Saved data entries
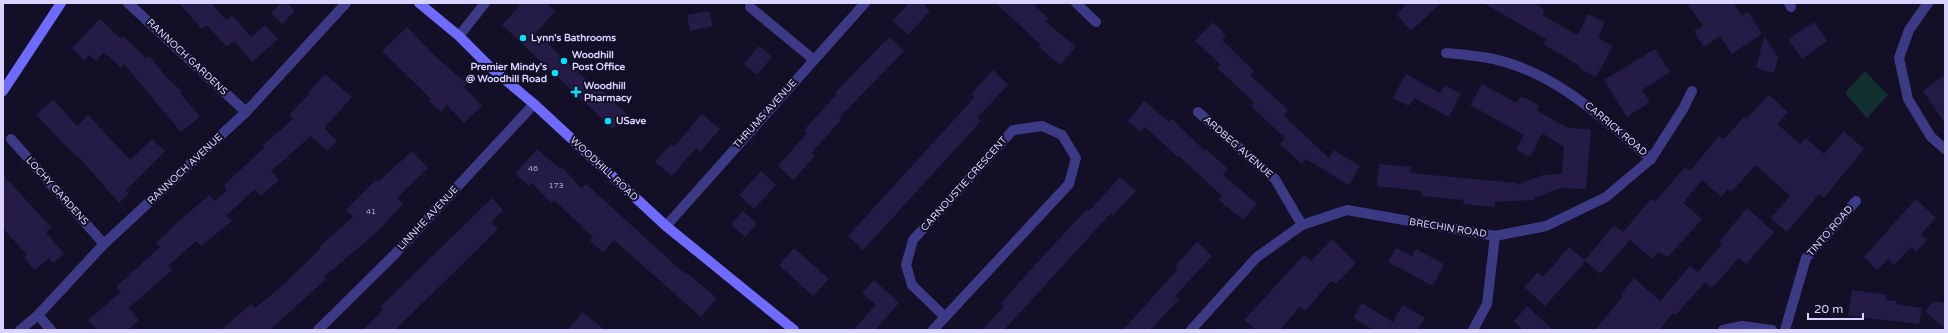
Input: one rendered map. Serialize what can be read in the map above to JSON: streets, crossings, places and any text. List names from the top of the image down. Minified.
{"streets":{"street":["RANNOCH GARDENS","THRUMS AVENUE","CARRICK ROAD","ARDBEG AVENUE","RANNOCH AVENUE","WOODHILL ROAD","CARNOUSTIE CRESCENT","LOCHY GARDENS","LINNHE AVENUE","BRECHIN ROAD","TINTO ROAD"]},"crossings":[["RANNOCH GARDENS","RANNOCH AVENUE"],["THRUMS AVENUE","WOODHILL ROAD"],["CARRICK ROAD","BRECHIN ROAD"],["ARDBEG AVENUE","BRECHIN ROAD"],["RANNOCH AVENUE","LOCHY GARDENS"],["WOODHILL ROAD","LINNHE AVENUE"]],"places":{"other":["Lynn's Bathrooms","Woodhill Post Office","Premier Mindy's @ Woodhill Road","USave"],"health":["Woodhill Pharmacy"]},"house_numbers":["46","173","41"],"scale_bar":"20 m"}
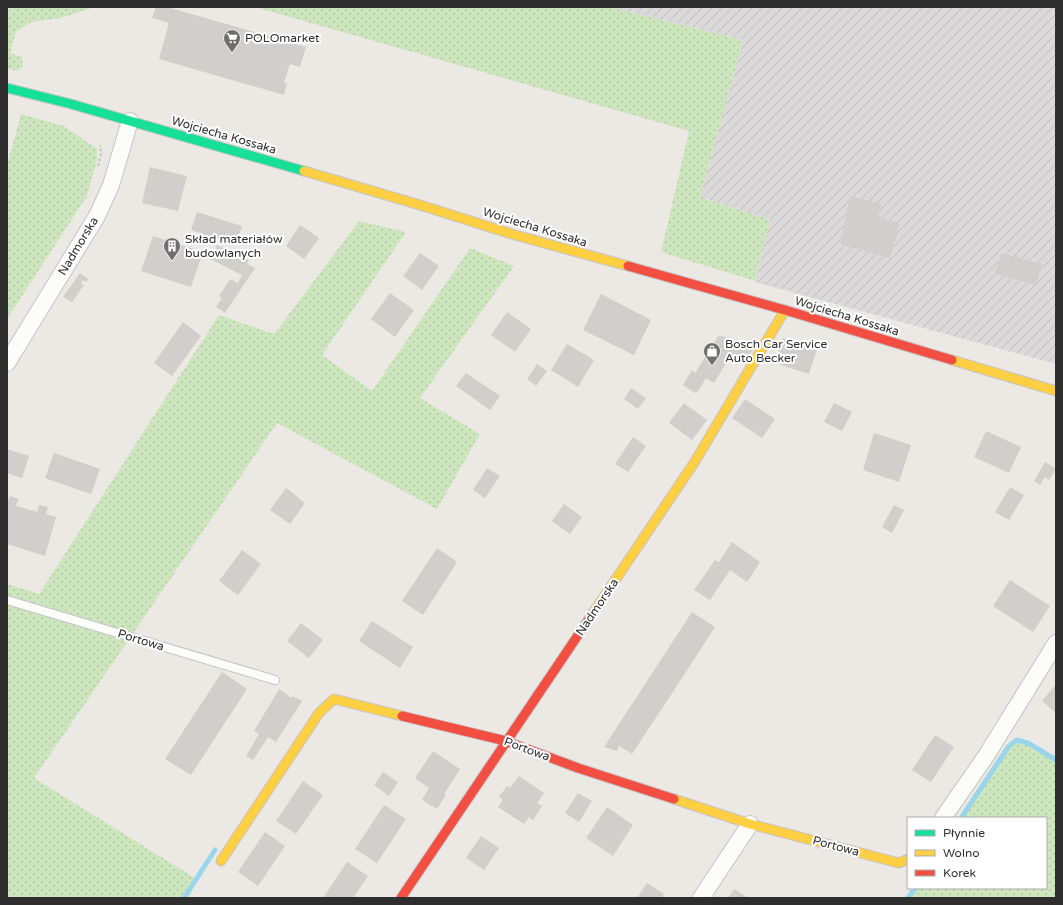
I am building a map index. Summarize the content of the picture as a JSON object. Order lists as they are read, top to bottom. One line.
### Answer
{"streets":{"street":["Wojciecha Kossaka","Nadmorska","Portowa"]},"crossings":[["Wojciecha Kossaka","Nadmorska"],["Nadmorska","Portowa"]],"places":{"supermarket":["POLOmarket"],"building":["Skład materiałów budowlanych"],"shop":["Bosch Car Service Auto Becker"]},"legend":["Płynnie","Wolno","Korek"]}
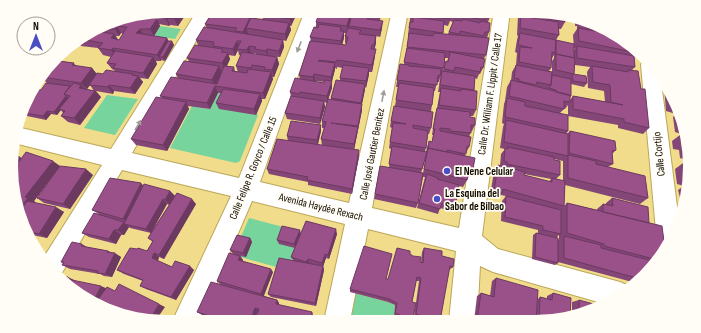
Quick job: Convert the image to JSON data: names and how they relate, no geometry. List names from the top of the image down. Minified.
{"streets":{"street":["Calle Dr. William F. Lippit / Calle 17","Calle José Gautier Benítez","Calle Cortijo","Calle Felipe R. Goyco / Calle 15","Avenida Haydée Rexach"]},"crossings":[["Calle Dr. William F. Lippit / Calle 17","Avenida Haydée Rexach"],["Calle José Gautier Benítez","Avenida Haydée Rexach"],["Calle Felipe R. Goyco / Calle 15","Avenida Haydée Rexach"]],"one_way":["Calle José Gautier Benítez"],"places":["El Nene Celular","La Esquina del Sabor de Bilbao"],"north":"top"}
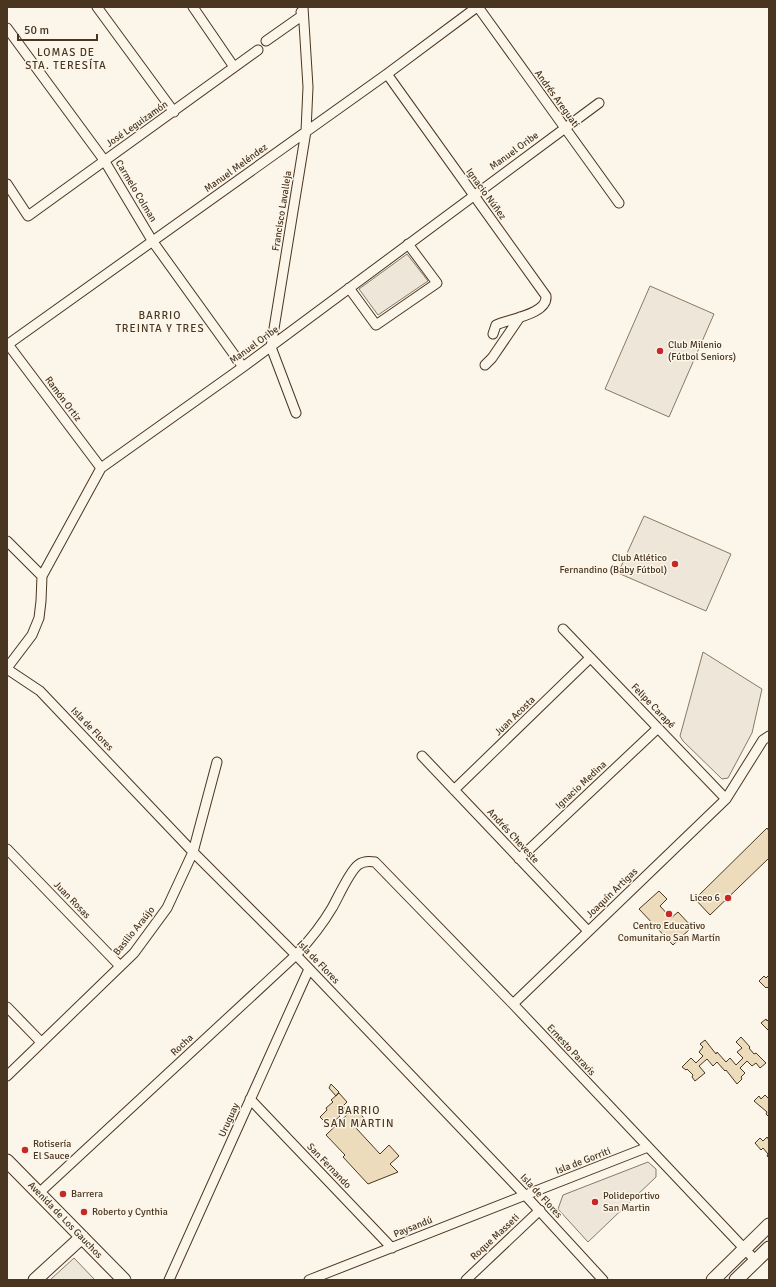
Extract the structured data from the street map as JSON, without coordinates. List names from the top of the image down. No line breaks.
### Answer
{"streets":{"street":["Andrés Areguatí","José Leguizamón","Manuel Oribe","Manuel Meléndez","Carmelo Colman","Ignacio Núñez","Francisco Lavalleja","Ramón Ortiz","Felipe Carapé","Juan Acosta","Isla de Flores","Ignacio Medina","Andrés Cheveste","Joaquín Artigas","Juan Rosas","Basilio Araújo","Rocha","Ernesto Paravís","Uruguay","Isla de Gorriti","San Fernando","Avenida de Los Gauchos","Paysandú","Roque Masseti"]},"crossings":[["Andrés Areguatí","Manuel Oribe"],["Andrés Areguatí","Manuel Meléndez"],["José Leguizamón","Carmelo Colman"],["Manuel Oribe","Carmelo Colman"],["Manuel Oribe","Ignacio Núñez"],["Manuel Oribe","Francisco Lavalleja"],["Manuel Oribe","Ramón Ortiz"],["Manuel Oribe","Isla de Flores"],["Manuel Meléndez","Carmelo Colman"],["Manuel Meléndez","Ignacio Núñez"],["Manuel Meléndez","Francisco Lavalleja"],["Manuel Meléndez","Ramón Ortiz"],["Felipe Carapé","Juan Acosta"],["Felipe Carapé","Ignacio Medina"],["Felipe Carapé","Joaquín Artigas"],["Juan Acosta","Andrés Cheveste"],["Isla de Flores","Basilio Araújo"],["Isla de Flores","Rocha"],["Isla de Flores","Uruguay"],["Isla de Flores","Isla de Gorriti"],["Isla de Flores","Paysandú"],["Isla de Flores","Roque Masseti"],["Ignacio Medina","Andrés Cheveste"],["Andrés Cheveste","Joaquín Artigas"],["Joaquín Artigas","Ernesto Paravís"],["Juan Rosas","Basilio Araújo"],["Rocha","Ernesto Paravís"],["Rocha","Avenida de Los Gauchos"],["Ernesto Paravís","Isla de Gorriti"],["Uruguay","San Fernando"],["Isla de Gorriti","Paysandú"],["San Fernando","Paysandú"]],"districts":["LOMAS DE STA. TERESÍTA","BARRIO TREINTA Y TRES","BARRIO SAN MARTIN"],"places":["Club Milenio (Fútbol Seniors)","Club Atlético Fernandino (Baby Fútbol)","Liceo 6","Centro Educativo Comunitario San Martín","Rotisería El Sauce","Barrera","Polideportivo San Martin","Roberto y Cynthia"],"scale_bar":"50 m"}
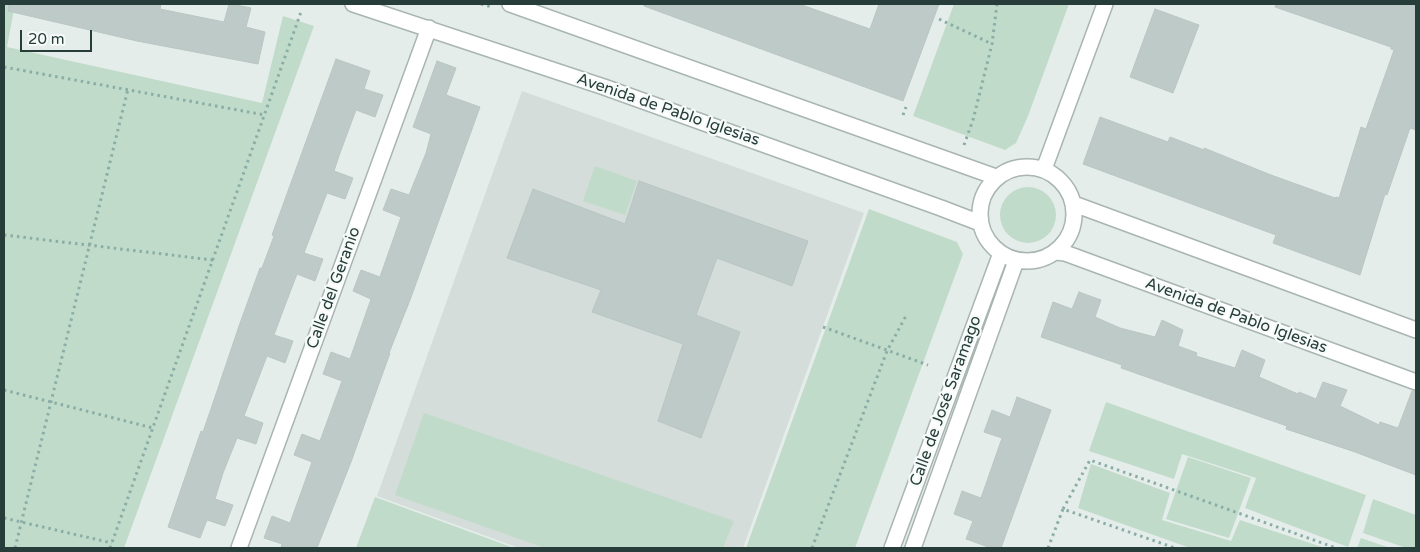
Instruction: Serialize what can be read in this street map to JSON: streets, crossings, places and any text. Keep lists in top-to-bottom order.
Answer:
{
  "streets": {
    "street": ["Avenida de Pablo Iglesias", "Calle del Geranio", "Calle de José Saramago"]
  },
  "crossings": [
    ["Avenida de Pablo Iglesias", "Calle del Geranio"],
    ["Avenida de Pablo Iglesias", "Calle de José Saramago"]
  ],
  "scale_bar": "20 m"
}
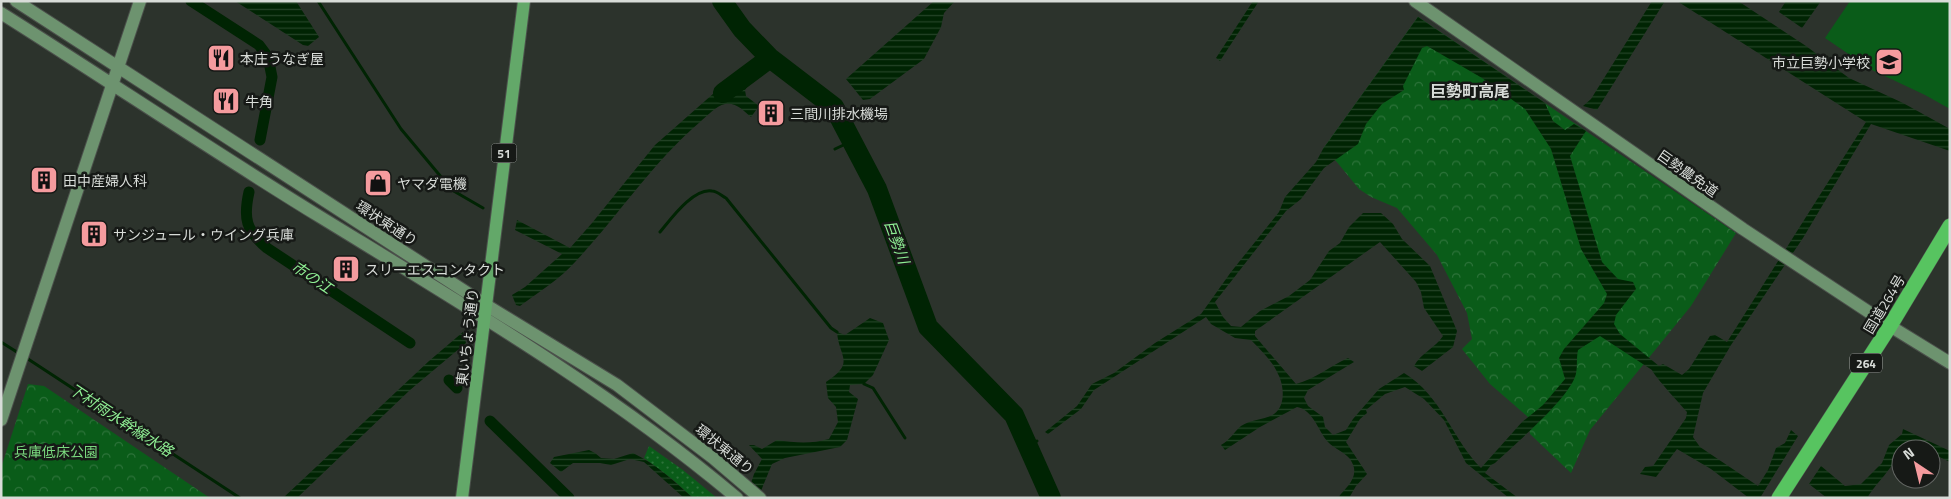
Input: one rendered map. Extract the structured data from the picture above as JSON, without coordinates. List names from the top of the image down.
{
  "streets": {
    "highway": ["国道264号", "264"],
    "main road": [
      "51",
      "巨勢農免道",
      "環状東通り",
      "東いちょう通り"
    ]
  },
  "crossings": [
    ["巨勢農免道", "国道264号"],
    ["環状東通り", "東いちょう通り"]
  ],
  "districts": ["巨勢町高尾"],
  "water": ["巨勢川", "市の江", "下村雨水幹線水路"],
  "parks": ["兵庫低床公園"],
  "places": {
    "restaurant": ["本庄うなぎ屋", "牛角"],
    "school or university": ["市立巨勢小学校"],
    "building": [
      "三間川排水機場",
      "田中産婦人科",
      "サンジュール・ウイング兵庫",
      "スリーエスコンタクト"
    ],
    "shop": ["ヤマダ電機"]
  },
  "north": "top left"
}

■ WHAT IS NEEDED: Would you write out each record above exactly, with no images?

■ SOLVED EXERCISE:
Input: one rendered map. Serialize what can be read in the map above to JSON: streets, crossings, places and any text. List names from the top of the image down. Minified.
{"streets":{"street":["RANNOCH GARDENS","THRUMS AVENUE","CARRICK ROAD","ARDBEG AVENUE","RANNOCH AVENUE","WOODHILL ROAD","CARNOUSTIE CRESCENT","LOCHY GARDENS","LINNHE AVENUE","BRECHIN ROAD","TINTO ROAD"]},"crossings":[["RANNOCH GARDENS","RANNOCH AVENUE"],["THRUMS AVENUE","WOODHILL ROAD"],["CARRICK ROAD","BRECHIN ROAD"],["ARDBEG AVENUE","BRECHIN ROAD"],["RANNOCH AVENUE","LOCHY GARDENS"],["WOODHILL ROAD","LINNHE AVENUE"]],"places":{"other":["Lynn's Bathrooms","Woodhill Post Office","Premier Mindy's @ Woodhill Road","USave"],"health":["Woodhill Pharmacy"]},"house_numbers":["46","173","41"],"scale_bar":"20 m"}
I am building a map index. Summarize the content of the picture as a JSON object. Order lists as they are read, top to bottom. One line.
### Answer
{"streets":{"street":["Wojciecha Kossaka","Nadmorska","Portowa"]},"crossings":[["Wojciecha Kossaka","Nadmorska"],["Nadmorska","Portowa"]],"places":{"supermarket":["POLOmarket"],"building":["Skład materiałów budowlanych"],"shop":["Bosch Car Service Auto Becker"]},"legend":["Płynnie","Wolno","Korek"]}
Quick job: Convert the image to JSON data: names and how they relate, no geometry. List names from the top of the image down. Minified.
{"streets":{"street":["Calle Dr. William F. Lippit / Calle 17","Calle José Gautier Benítez","Calle Cortijo","Calle Felipe R. Goyco / Calle 15","Avenida Haydée Rexach"]},"crossings":[["Calle Dr. William F. Lippit / Calle 17","Avenida Haydée Rexach"],["Calle José Gautier Benítez","Avenida Haydée Rexach"],["Calle Felipe R. Goyco / Calle 15","Avenida Haydée Rexach"]],"one_way":["Calle José Gautier Benítez"],"places":["El Nene Celular","La Esquina del Sabor de Bilbao"],"north":"top"}
Extract the structured data from the street map as JSON, without coordinates. List names from the top of the image down. No line breaks.
### Answer
{"streets":{"street":["Andrés Areguatí","José Leguizamón","Manuel Oribe","Manuel Meléndez","Carmelo Colman","Ignacio Núñez","Francisco Lavalleja","Ramón Ortiz","Felipe Carapé","Juan Acosta","Isla de Flores","Ignacio Medina","Andrés Cheveste","Joaquín Artigas","Juan Rosas","Basilio Araújo","Rocha","Ernesto Paravís","Uruguay","Isla de Gorriti","San Fernando","Avenida de Los Gauchos","Paysandú","Roque Masseti"]},"crossings":[["Andrés Areguatí","Manuel Oribe"],["Andrés Areguatí","Manuel Meléndez"],["José Leguizamón","Carmelo Colman"],["Manuel Oribe","Carmelo Colman"],["Manuel Oribe","Ignacio Núñez"],["Manuel Oribe","Francisco Lavalleja"],["Manuel Oribe","Ramón Ortiz"],["Manuel Oribe","Isla de Flores"],["Manuel Meléndez","Carmelo Colman"],["Manuel Meléndez","Ignacio Núñez"],["Manuel Meléndez","Francisco Lavalleja"],["Manuel Meléndez","Ramón Ortiz"],["Felipe Carapé","Juan Acosta"],["Felipe Carapé","Ignacio Medina"],["Felipe Carapé","Joaquín Artigas"],["Juan Acosta","Andrés Cheveste"],["Isla de Flores","Basilio Araújo"],["Isla de Flores","Rocha"],["Isla de Flores","Uruguay"],["Isla de Flores","Isla de Gorriti"],["Isla de Flores","Paysandú"],["Isla de Flores","Roque Masseti"],["Ignacio Medina","Andrés Cheveste"],["Andrés Cheveste","Joaquín Artigas"],["Joaquín Artigas","Ernesto Paravís"],["Juan Rosas","Basilio Araújo"],["Rocha","Ernesto Paravís"],["Rocha","Avenida de Los Gauchos"],["Ernesto Paravís","Isla de Gorriti"],["Uruguay","San Fernando"],["Isla de Gorriti","Paysandú"],["San Fernando","Paysandú"]],"districts":["LOMAS DE STA. TERESÍTA","BARRIO TREINTA Y TRES","BARRIO SAN MARTIN"],"places":["Club Milenio (Fútbol Seniors)","Club Atlético Fernandino (Baby Fútbol)","Liceo 6","Centro Educativo Comunitario San Martín","Rotisería El Sauce","Barrera","Polideportivo San Martin","Roberto y Cynthia"],"scale_bar":"50 m"}
Instruction: Serialize what can be read in this street map to JSON: streets, crossings, places and any text. Keep lists in top-to-bottom order.
Answer:
{
  "streets": {
    "street": ["Avenida de Pablo Iglesias", "Calle del Geranio", "Calle de José Saramago"]
  },
  "crossings": [
    ["Avenida de Pablo Iglesias", "Calle del Geranio"],
    ["Avenida de Pablo Iglesias", "Calle de José Saramago"]
  ],
  "scale_bar": "20 m"
}
Input: one rendered map. Extract the structured data from the picture above as JSON, without coordinates. List names from the top of the image down.
{
  "streets": {
    "highway": ["国道264号", "264"],
    "main road": [
      "51",
      "巨勢農免道",
      "環状東通り",
      "東いちょう通り"
    ]
  },
  "crossings": [
    ["巨勢農免道", "国道264号"],
    ["環状東通り", "東いちょう通り"]
  ],
  "districts": ["巨勢町高尾"],
  "water": ["巨勢川", "市の江", "下村雨水幹線水路"],
  "parks": ["兵庫低床公園"],
  "places": {
    "restaurant": ["本庄うなぎ屋", "牛角"],
    "school or university": ["市立巨勢小学校"],
    "building": [
      "三間川排水機場",
      "田中産婦人科",
      "サンジュール・ウイング兵庫",
      "スリーエスコンタクト"
    ],
    "shop": ["ヤマダ電機"]
  },
  "north": "top left"
}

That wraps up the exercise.